Richard Dawkins would be proud.


Takes One to Know One?

Today, I finally got around to reading some of the material surrounding atheist Christopher Hitchens’ death, and I came across the obituary by Doug Wilson in Christianity Today. As with most of the material surrounding the death of The Atheist’s Atheist, Wilson’s words were circumspect but complimentary, cordial but cautionary. Several remarks, however, struck me in particular. At one point, Wilson writes,

…we were thrown together in a number of situations. One time we shared a panel in Dallas, and I told the crowd there that if Christopher and I were not careful, we were in danger of becoming friends. During the time we spent together, he never said an unkind thing to me—except on stage, up in front of everybody. After doing this, he didn’t wink at me, but he might as well have.

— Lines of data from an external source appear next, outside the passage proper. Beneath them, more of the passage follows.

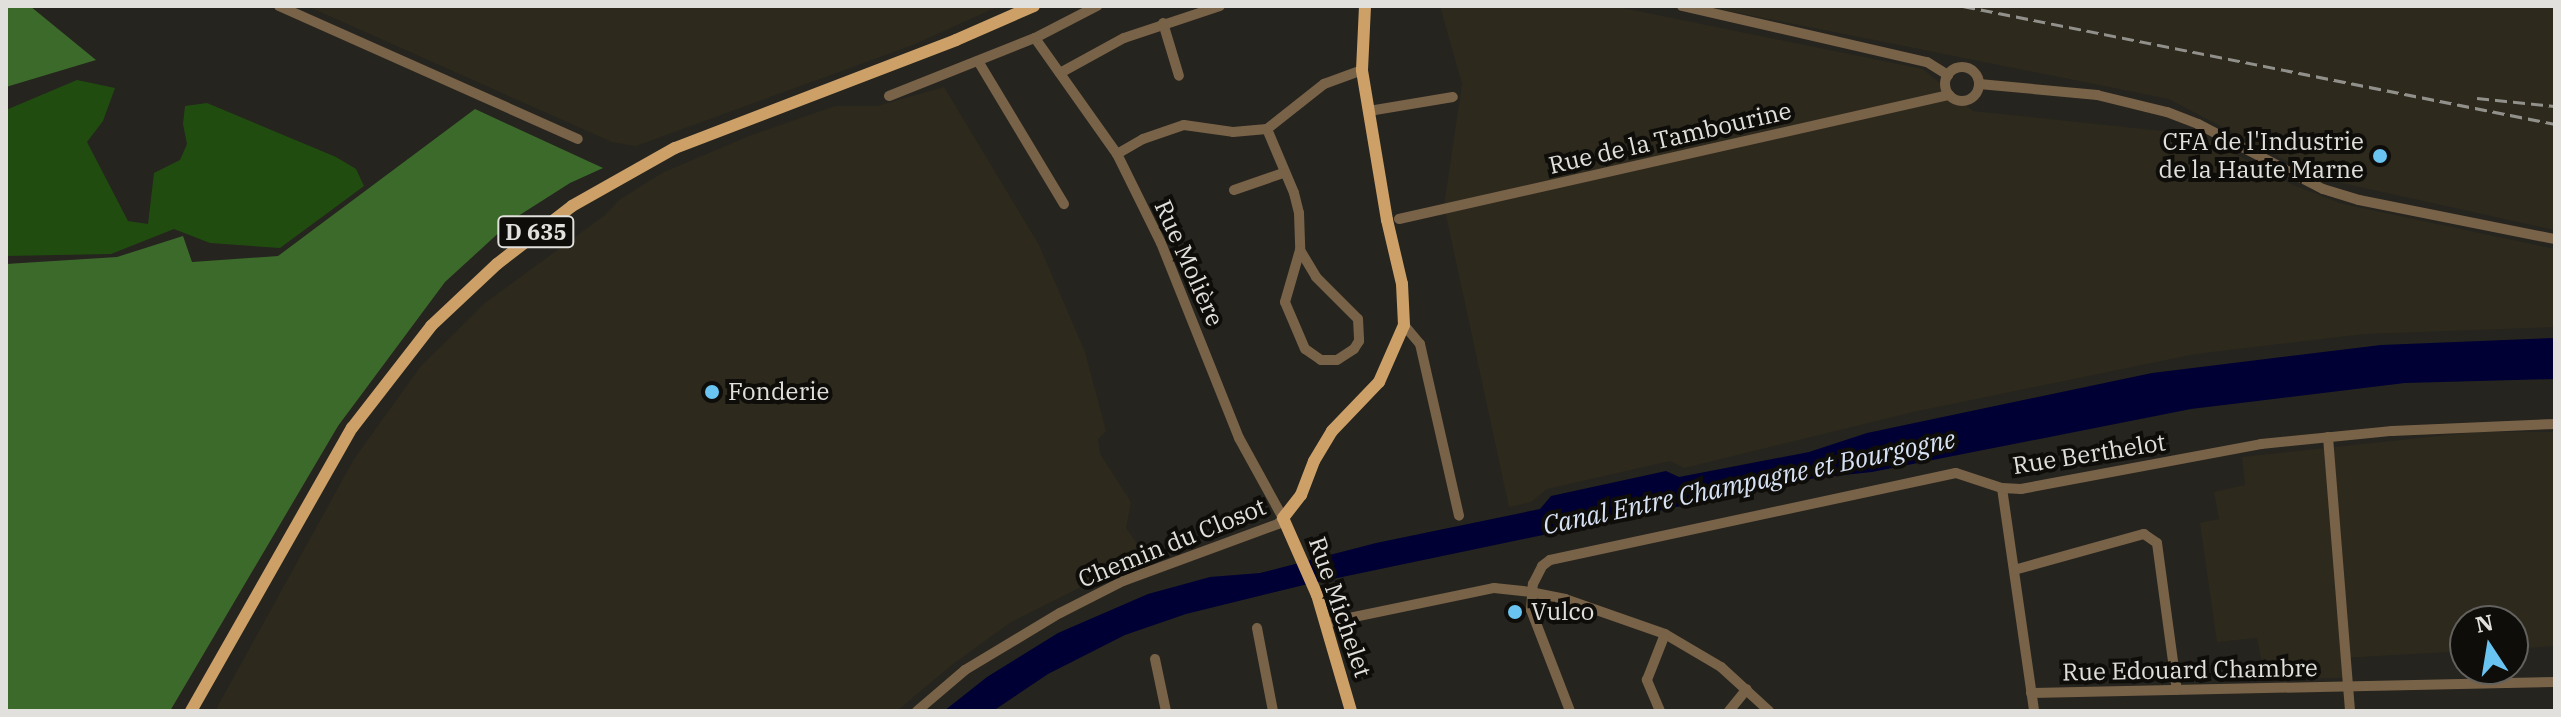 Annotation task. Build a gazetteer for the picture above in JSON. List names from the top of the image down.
{
  "streets": {
    "main road": ["D 635", "Rue Michelet"],
    "street": [
      "Rue de la Tambourine",
      "Rue Molière",
      "Rue Berthelot",
      "Chemin du Closot",
      "Rue Edouard Chambre"
    ]
  },
  "crossings": [
    ["Rue Molière", "Chemin du Closot"],
    ["Rue Molière", "Rue Michelet"],
    ["Chemin du Closot", "Rue Michelet"]
  ],
  "water": ["Canal Entre Champagne et Bourgogne"],
  "places": ["CFA de l'Industrie de la Haute Marne", "Fonderie", "Vulco"],
  "north": "top"
}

Obviously, Wilson separated the public Hitchens from the private one. The public Hitchens was an enemy, very versatile with tongue and pen. The private Hitchens was almost a friend, definitely an intellectual traveling companion (albeit hoeing a different row). How could these two personae exist in one man? Wilson actually resolves the tension a few paragraphs earlier. Concerning Hitchens’ caustic polemic and vitriol, Wilson writes,

But this was all part of Christopher’s very public rhetorical strategy, not a function of an inability to domesticate a surly temperament. He was actually an affable and pleasant dinner companion, and fully capable of being the perfect gentleman. He was fully aware of the authority an enfant terrible could have, provided he played his cards right, and this was a strategy that Hitchens employed very well indeed. One man who delivers a terrible insult is banned from television for life, and another man, who does the same thing, has people lining up with invitations and microphones. In case anyone is wondering, Christopher was that second man.

So in private, Hitchens was quite respectful (at least of opponents he considered intellectually worth his while), but his public persona as a hostile atheist nurtured his speaking and writing career, thus paying the bills. Fascinating.

I wonder if we learn as much about Wilson in this obituary as we do about Hitchens.

If you think about it, Wilson’s career represents a rough parallel to Hitchens’. Concerning the latter, Wilson himself observes, “A defining characteristic of his life was a willingness to break with the last group he was identified with. Whenever Orwell’s ‘smelly little orthodoxies’ began to develop, Christopher would be down the road.” Hmmm. Didn’t the name of Wilson’s church go from Community Evangelical Fellowship to Christ Church? Isn’t Wilson a Westminster man, with just enough exceptions to keep any confessionally Reformed denomination from ever ordaining him? And speaking of enfants terrible, hasn’t Wilson built a publishing empire on being just a little bit (to be read: a lot) different than your average Presbyterian? A little more satirical? A little more classical (not theologically, of course)? A little bit smarter?

Call me Ruby Cornpone, but if you ask me, it takes one to know one.